Ilaria put a warm hand to Ahsoka’s cheek her stormy eyes taking her in, and kissed her once more. “Shall we get started?”

She took off her backpack and opened it to reveal the large syringes and the canisters of nanobots. There was also a small, circular ball that was the voice emulator droid. Sometimes Ahsoka wished she had been a slightly less famous during the Clone Wars.

“What did you program them to look like?”

“I had Kayfour generate a completely random togruta female.”

“I wonder what it would have been like to be a male.”

Ilaria considered with a frown. “Well, next time you need to put in requests in advance.”

Ahsoka laughed, and soon she was lying on the floor, a thick strip of leather between her teeth. That alone had cause Ilaria to cock her head sideways and remark, “In a weird way, it’s kind of sexy. I like it when I can see your canines.”

It was a distraction, and it worked, because Ahsoka was too busy trying to come up with a reply instead of thinking of the way Ilaria used the Force to simultaneously pierce the thick needles connected to the syringes of nanobot solution into her skin. Burning, icy pain ran through her entire body. She let out a strangled scream, biting down on the leather so hard her jaw hurt. One of her hands balled into a fist, and the other clutched Ilaria’s hand so hard it was a miracle her bones didn’t break.

White pulsed before her eyes and then, just as quickly as it had come on, the pain stopped.

“Careful,” Ilaria warned. “Open your mouth.”

Ahsoka did as she was told, and Ilaria gently wedged the thick leather strip from her teeth.
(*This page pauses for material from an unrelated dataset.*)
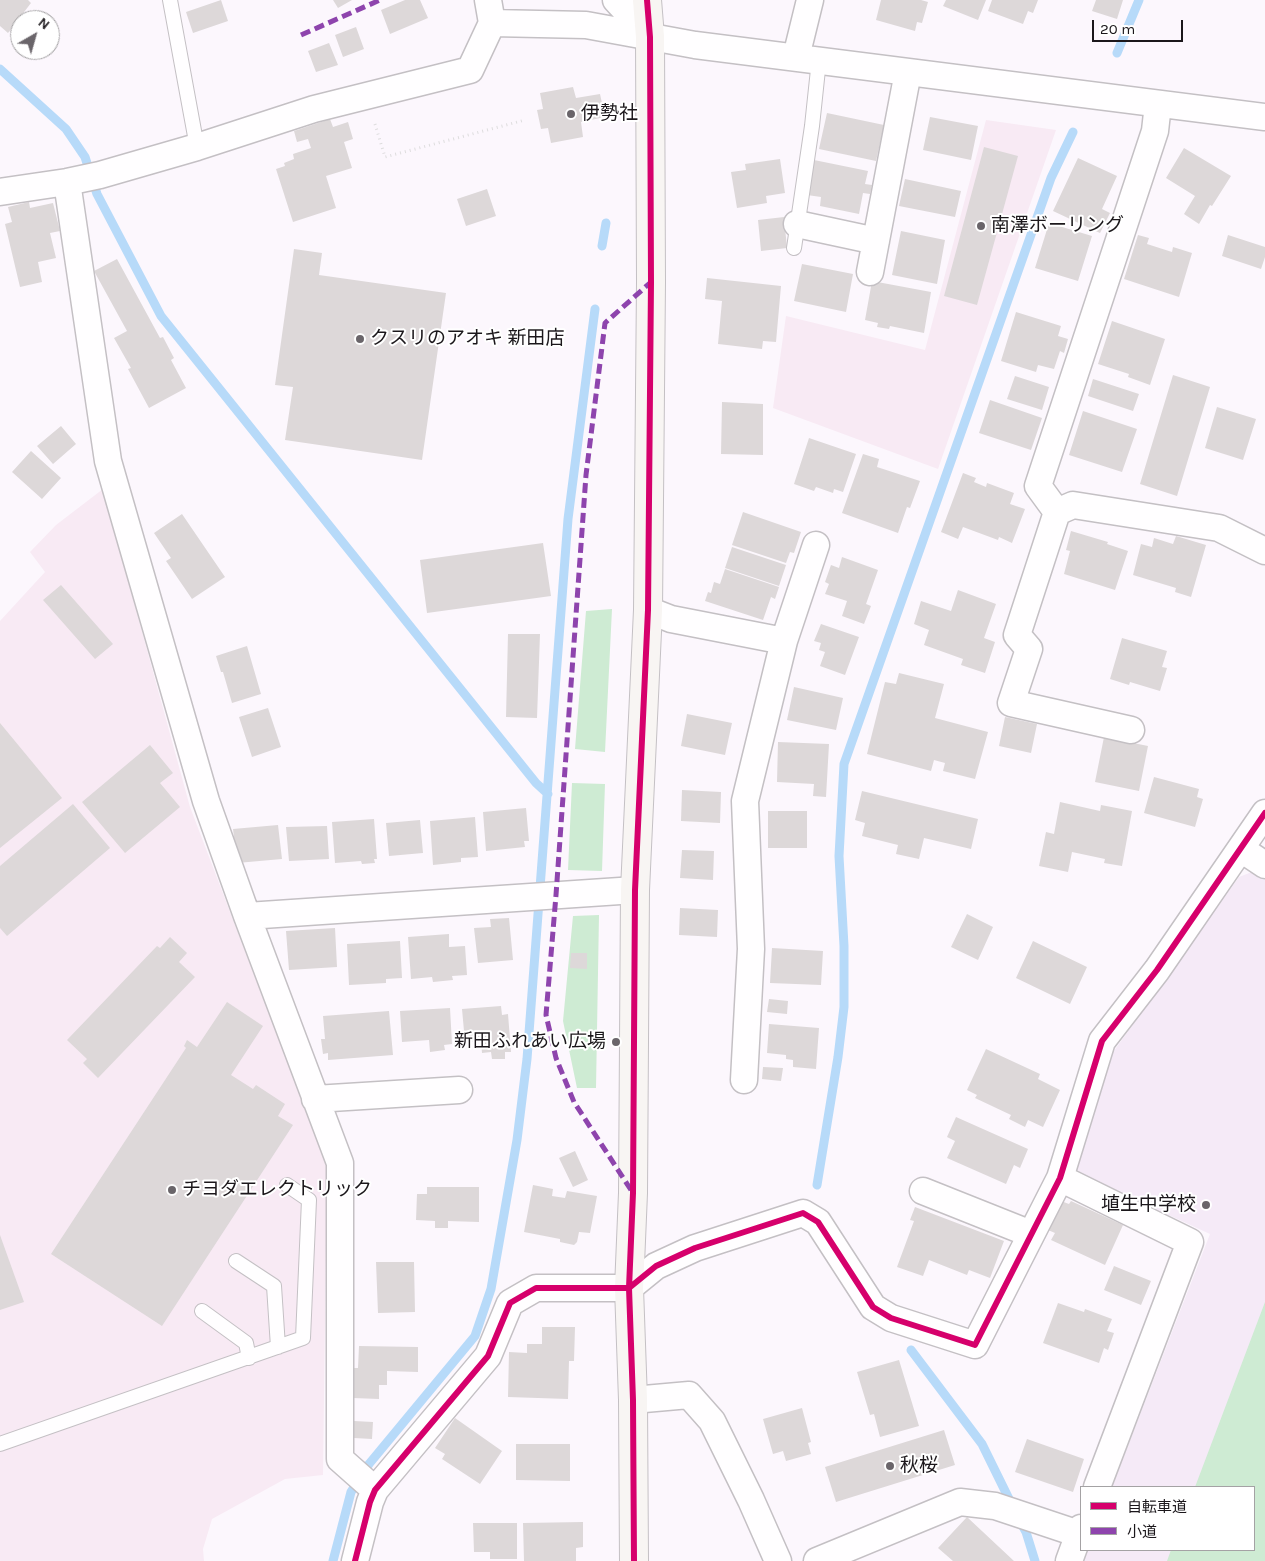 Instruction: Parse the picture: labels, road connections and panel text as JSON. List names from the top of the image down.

Her sharper-than-human canines had dug considerable dents into the strip, and Ilaria cast it aside before offering Ahsoka a hand to sit up.

“Careful, Ash. Wow, this is freaky. One second.” She scrambled to her feet, heading to the refresher and returning with a handheld mirror. “Look. I think Kayfour actually did a good job.”

Ahsoka took the mirror to examine herself and saw a stranger in the reflection. Her skin was an extremely light grey, and oval-shaped white markings encompassed each of her eyes. Two more white circles stood above her eyes on her forehead, and a white stripe went down her chin from her bottle lip. Where her lekku had previously been dark blue, they were grey, and the spacing between the strips was closer together. Her irises were the same grey as her skin, and her montrals curved inwards more than they had before. Even her face shape was different, narrower, and her lips were thinner.

“You’re right,” said Ahsoka, watching the lips in the mirror move and hardly believing that they were her own. “This is weird.”

“Indeed,” said Ilaria, regarding her with a slightly frown. “What name will you go by?”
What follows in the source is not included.